(Data records)
============================================================
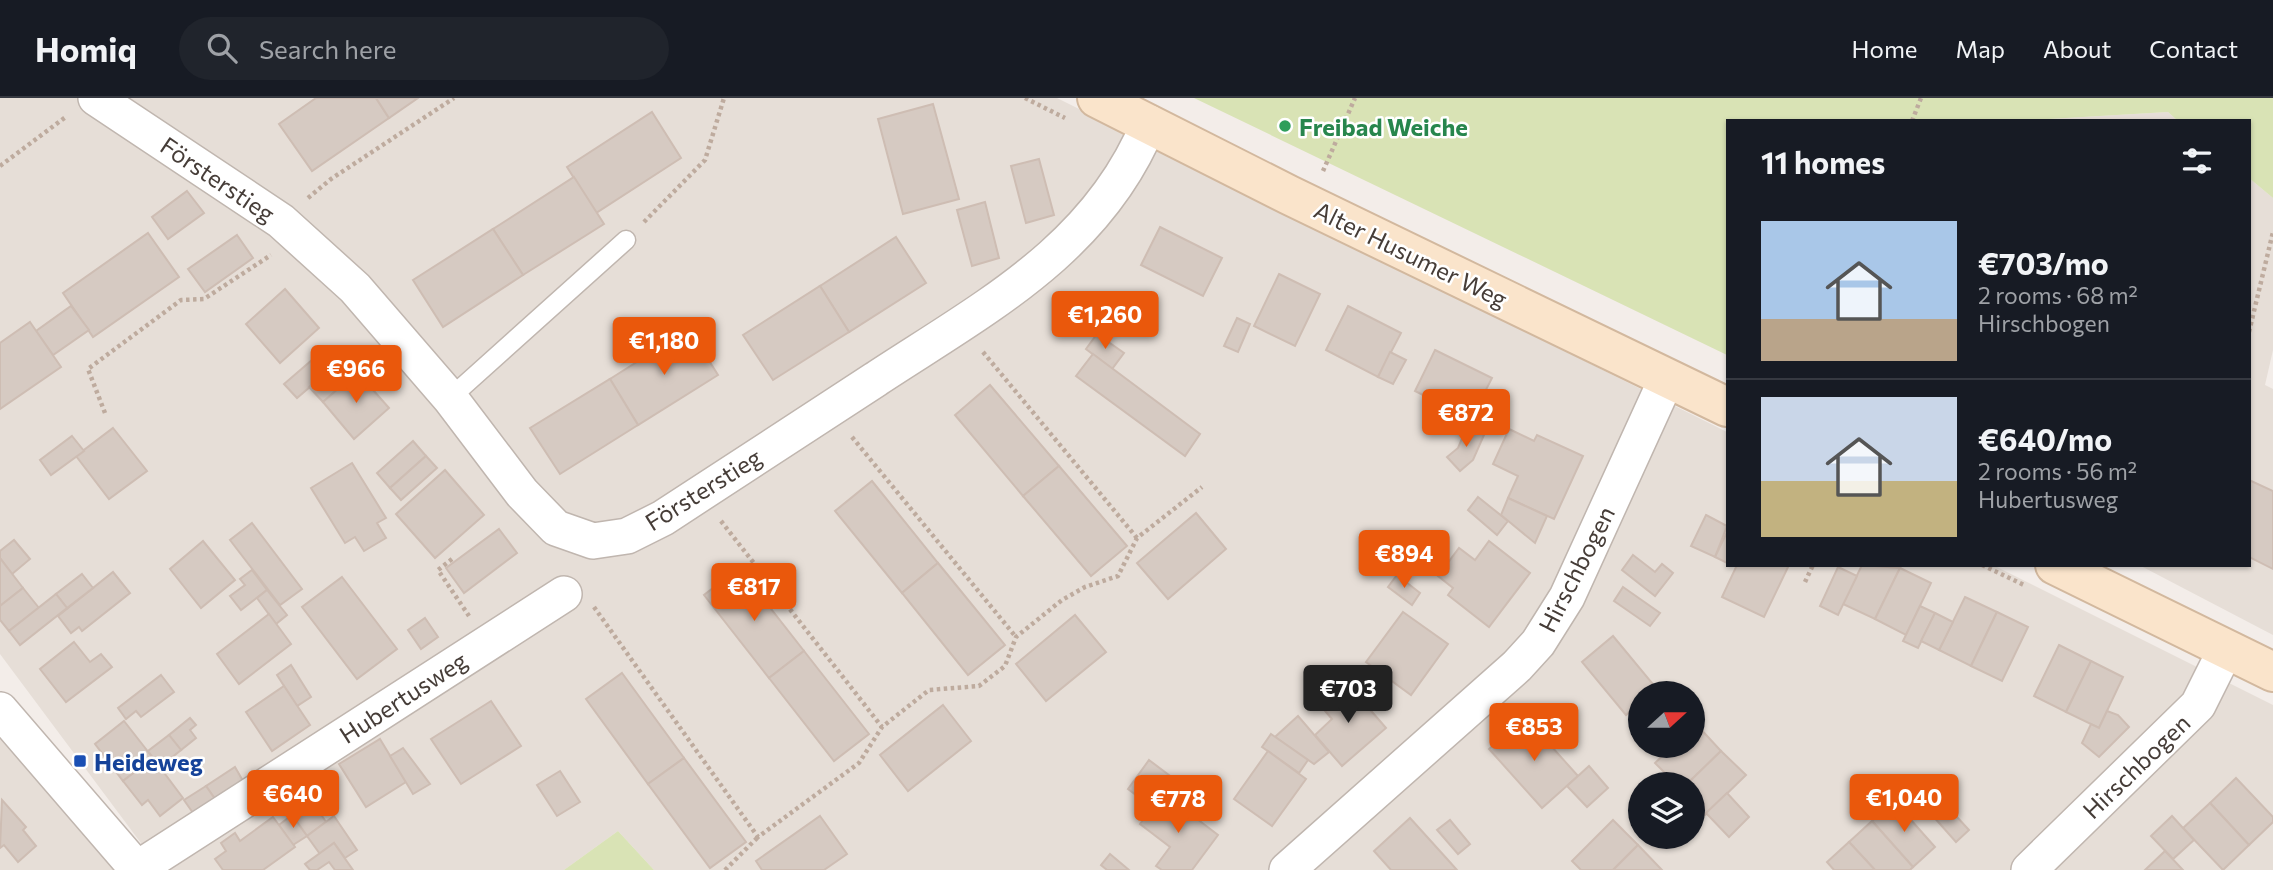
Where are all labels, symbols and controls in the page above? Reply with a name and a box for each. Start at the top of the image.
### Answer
search box [179,17,669,80]
text: Homiq [35,28,137,69]
icon: search [203,29,241,67]
text: Search here [259,33,396,64]
text: Home [1852,34,1918,63]
text: Map [1956,34,2005,63]
text: About [2043,34,2111,63]
text: Contact [2149,34,2238,63]
place label: Freibad Weiche [1299,112,1468,141]
marker: Freibad Weiche [1277,118,1293,134]
street label: Försterstieg [155,130,281,228]
icon: filters [2178,142,2216,180]
text: 11 homes [1761,143,1885,180]
street label: Alter Husumer Weg [1310,195,1512,313]
text: €703/mo [1978,244,2109,281]
icon: home [1817,249,1901,333]
text: 2 rooms · 68 m² [1978,281,2138,309]
pin: €1,260 [1048,292,1162,351]
text: €1,260 [1068,300,1142,328]
text: Hirschbogen [1978,309,2110,337]
pin: €1,180 [607,317,721,377]
text: €1,180 [629,326,699,354]
pin: €966 [315,345,397,405]
text: €966 [327,354,385,382]
pin: €872 [1425,390,1507,449]
text: €872 [1438,398,1494,426]
text: €640/mo [1978,420,2112,457]
icon: home [1817,425,1901,509]
street label: Försterstieg [639,442,767,536]
text: 2 rooms · 56 m² [1978,457,2137,485]
text: Hubertusweg [1978,485,2118,513]
street label: Hirschbogen [1532,501,1620,637]
pin: €894 [1363,531,1445,590]
text: €894 [1375,539,1433,567]
pin: €817 [713,564,795,623]
text: €817 [727,572,781,600]
street label: Hubertusweg [334,645,472,749]
pin: €703 [1307,666,1389,725]
text: €703 [1319,674,1377,702]
north arrow [1628,681,1704,758]
map controls [1628,681,1705,849]
pin: €853 [1493,704,1575,763]
street label: Hirschbogen [2076,708,2196,824]
text: €853 [1505,712,1563,740]
place label: Heideweg [94,747,203,776]
marker: Heideweg [72,753,88,769]
pin: €640 [252,770,334,830]
button: layers [1628,772,1705,849]
pin: €1,040 [1847,774,1961,834]
pin: €778 [1137,776,1219,835]
text: €640 [263,779,323,807]
text: €1,040 [1866,783,1942,811]
text: €778 [1150,784,1206,812]

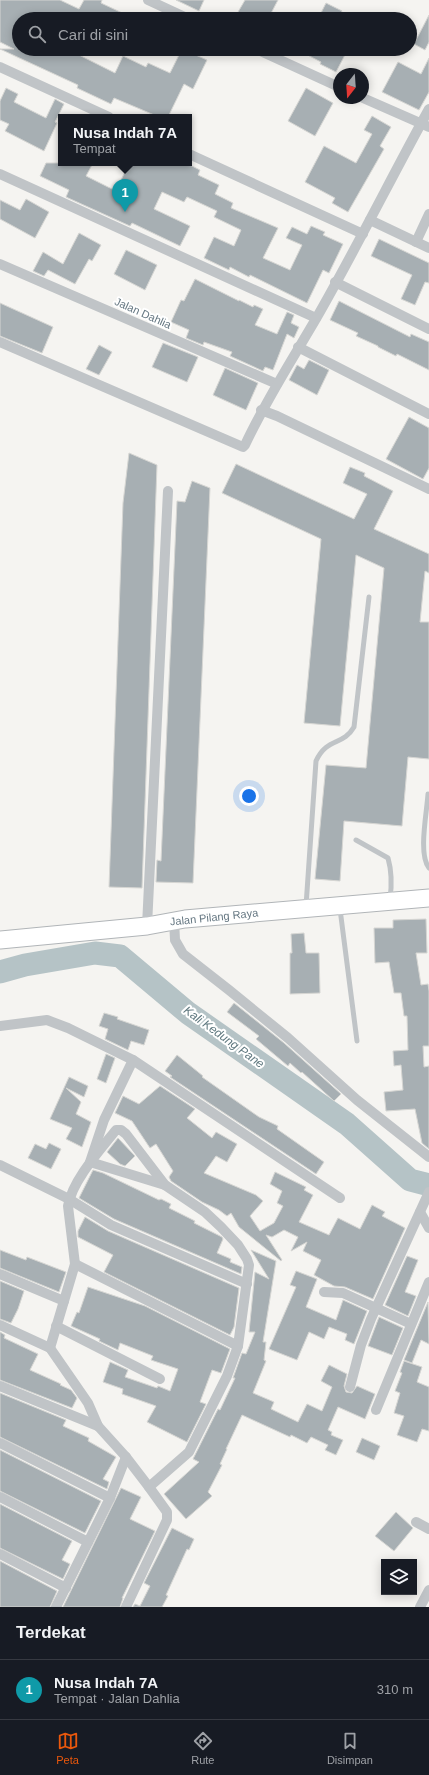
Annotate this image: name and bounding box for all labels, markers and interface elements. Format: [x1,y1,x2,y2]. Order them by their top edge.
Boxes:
search box [12,12,417,56]
icon: search [26,23,48,45]
text: Cari di sini [58,26,128,43]
north arrow [333,68,369,104]
popup [58,114,192,166]
text: Nusa Indah 7A [73,124,177,141]
text: Tempat [73,141,116,156]
pin: 1 [112,179,138,212]
street label: Jalan Dahlia [113,295,174,331]
your location [239,786,259,806]
street label: Jalan Pilang Raya [169,906,260,928]
water label: Kali Kedung Pane [181,1003,267,1071]
map controls [381,1559,417,1595]
button: layers [381,1559,417,1595]
text: Terdekat [16,1623,86,1642]
text: Nusa Indah 7A [54,1674,158,1691]
text: 1 [25,1682,33,1697]
text: 310 m [377,1682,413,1697]
text: Tempat · Jalan Dahlia [54,1691,180,1706]
tab: Peta [56,1730,79,1766]
tab: Rute [191,1730,215,1766]
tab: Disimpan [327,1730,373,1766]

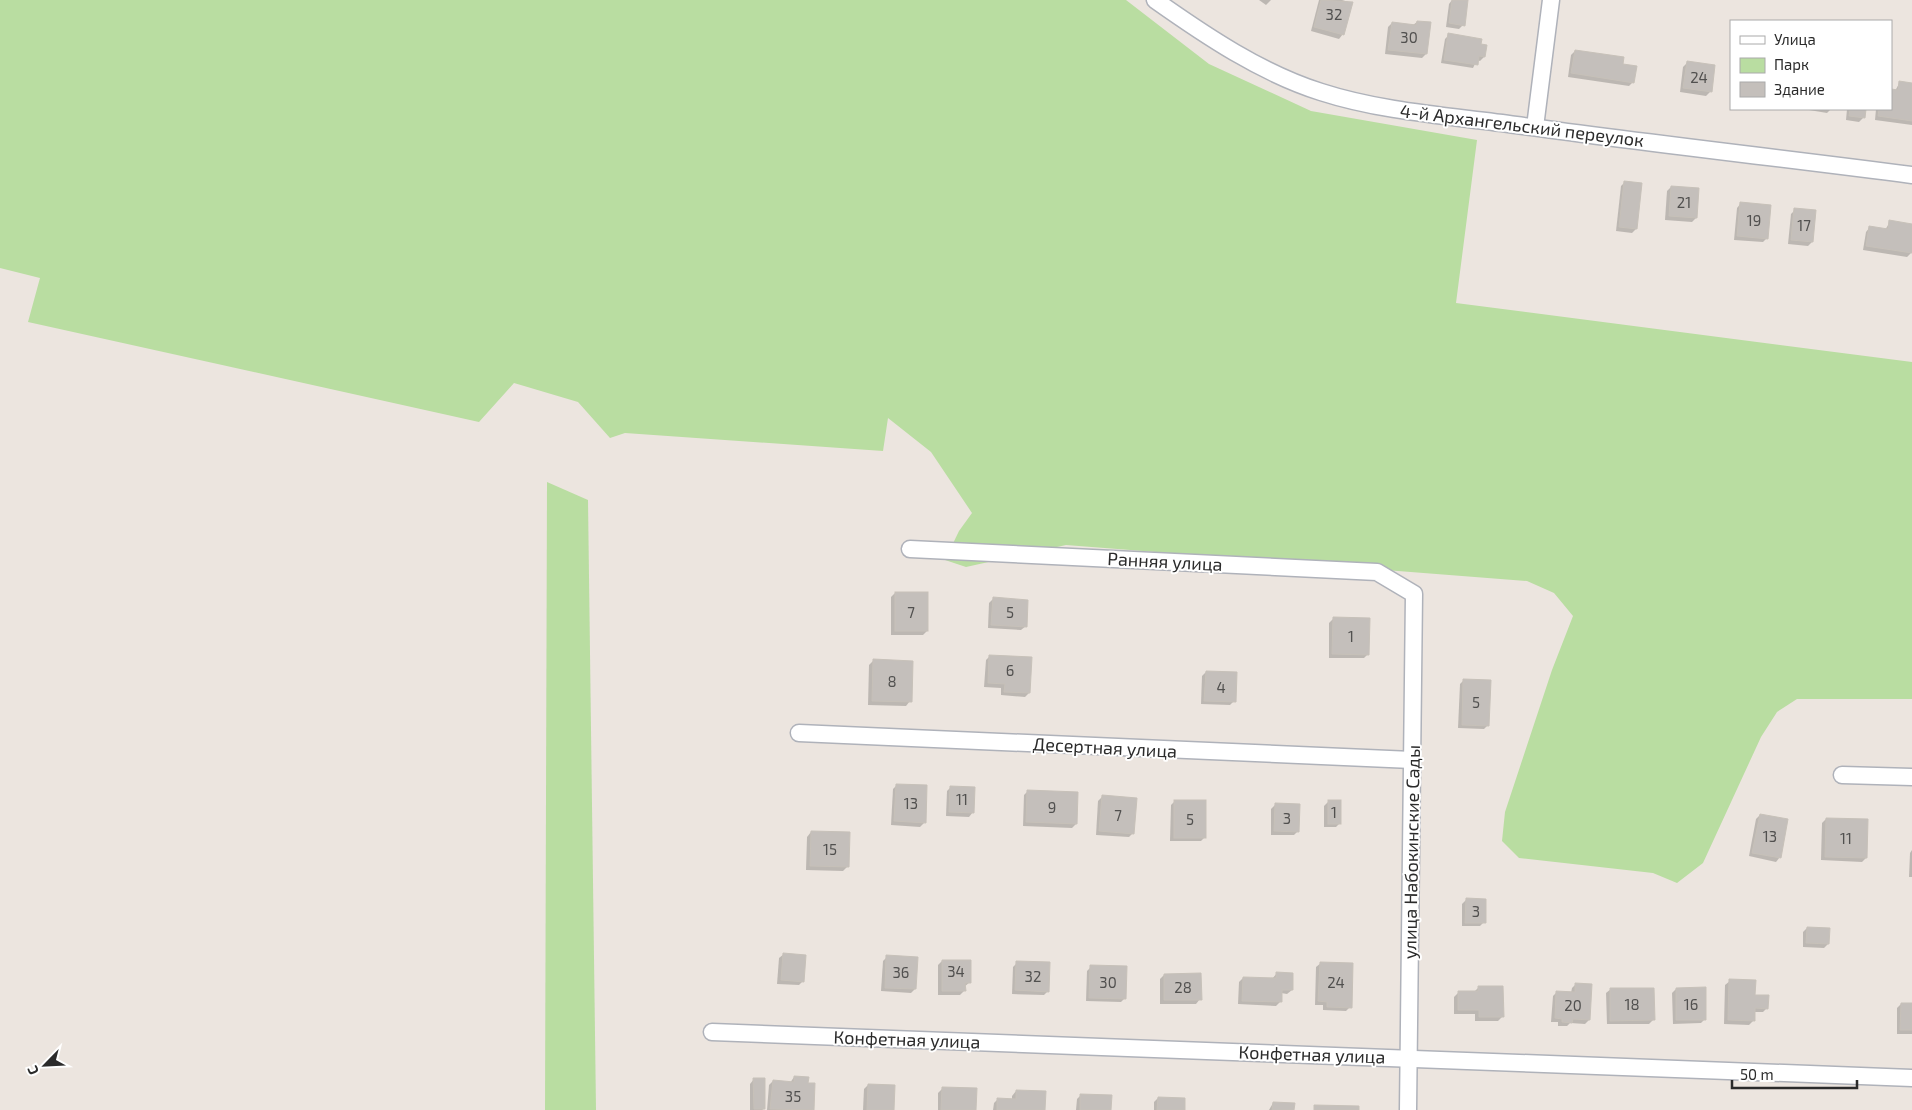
============================================================
**TASK REQUIREMENTS**
Leave the pictures out and output all of the data verbatim.

**TASK ANSWER**
Where are all labels, symbols and controls in the page above? Reply with a name and a box for each. Start at the top of the image.
### Answer
search box [179,17,669,80]
text: Homiq [35,28,137,69]
icon: search [203,29,241,67]
text: Search here [259,33,396,64]
text: Home [1852,34,1918,63]
text: Map [1956,34,2005,63]
text: About [2043,34,2111,63]
text: Contact [2149,34,2238,63]
place label: Freibad Weiche [1299,112,1468,141]
marker: Freibad Weiche [1277,118,1293,134]
street label: Försterstieg [155,130,281,228]
icon: filters [2178,142,2216,180]
text: 11 homes [1761,143,1885,180]
street label: Alter Husumer Weg [1310,195,1512,313]
text: €703/mo [1978,244,2109,281]
icon: home [1817,249,1901,333]
text: 2 rooms · 68 m² [1978,281,2138,309]
pin: €1,260 [1048,292,1162,351]
text: €1,260 [1068,300,1142,328]
text: Hirschbogen [1978,309,2110,337]
pin: €1,180 [607,317,721,377]
text: €1,180 [629,326,699,354]
pin: €966 [315,345,397,405]
text: €966 [327,354,385,382]
pin: €872 [1425,390,1507,449]
text: €872 [1438,398,1494,426]
text: €640/mo [1978,420,2112,457]
icon: home [1817,425,1901,509]
street label: Försterstieg [639,442,767,536]
text: 2 rooms · 56 m² [1978,457,2137,485]
text: Hubertusweg [1978,485,2118,513]
street label: Hirschbogen [1532,501,1620,637]
pin: €894 [1363,531,1445,590]
text: €894 [1375,539,1433,567]
pin: €817 [713,564,795,623]
text: €817 [727,572,781,600]
street label: Hubertusweg [334,645,472,749]
pin: €703 [1307,666,1389,725]
text: €703 [1319,674,1377,702]
north arrow [1628,681,1704,758]
map controls [1628,681,1705,849]
pin: €853 [1493,704,1575,763]
street label: Hirschbogen [2076,708,2196,824]
text: €853 [1505,712,1563,740]
place label: Heideweg [94,747,203,776]
marker: Heideweg [72,753,88,769]
pin: €640 [252,770,334,830]
button: layers [1628,772,1705,849]
pin: €1,040 [1847,774,1961,834]
pin: €778 [1137,776,1219,835]
text: €640 [263,779,323,807]
text: €1,040 [1866,783,1942,811]
text: €778 [1150,784,1206,812]

Annotate this image: name and bounding box for all labels, markers and interface elements. Format: [x1,y1,x2,y2]. Order them by their top edge.
Boxes:
search box [12,12,417,56]
icon: search [26,23,48,45]
text: Cari di sini [58,26,128,43]
north arrow [333,68,369,104]
popup [58,114,192,166]
text: Nusa Indah 7A [73,124,177,141]
text: Tempat [73,141,116,156]
pin: 1 [112,179,138,212]
street label: Jalan Dahlia [113,295,174,331]
your location [239,786,259,806]
street label: Jalan Pilang Raya [169,906,260,928]
water label: Kali Kedung Pane [181,1003,267,1071]
map controls [381,1559,417,1595]
button: layers [381,1559,417,1595]
text: Terdekat [16,1623,86,1642]
text: Nusa Indah 7A [54,1674,158,1691]
text: 1 [25,1682,33,1697]
text: 310 m [377,1682,413,1697]
text: Tempat · Jalan Dahlia [54,1691,180,1706]
tab: Peta [56,1730,79,1766]
tab: Rute [191,1730,215,1766]
tab: Disimpan [327,1730,373,1766]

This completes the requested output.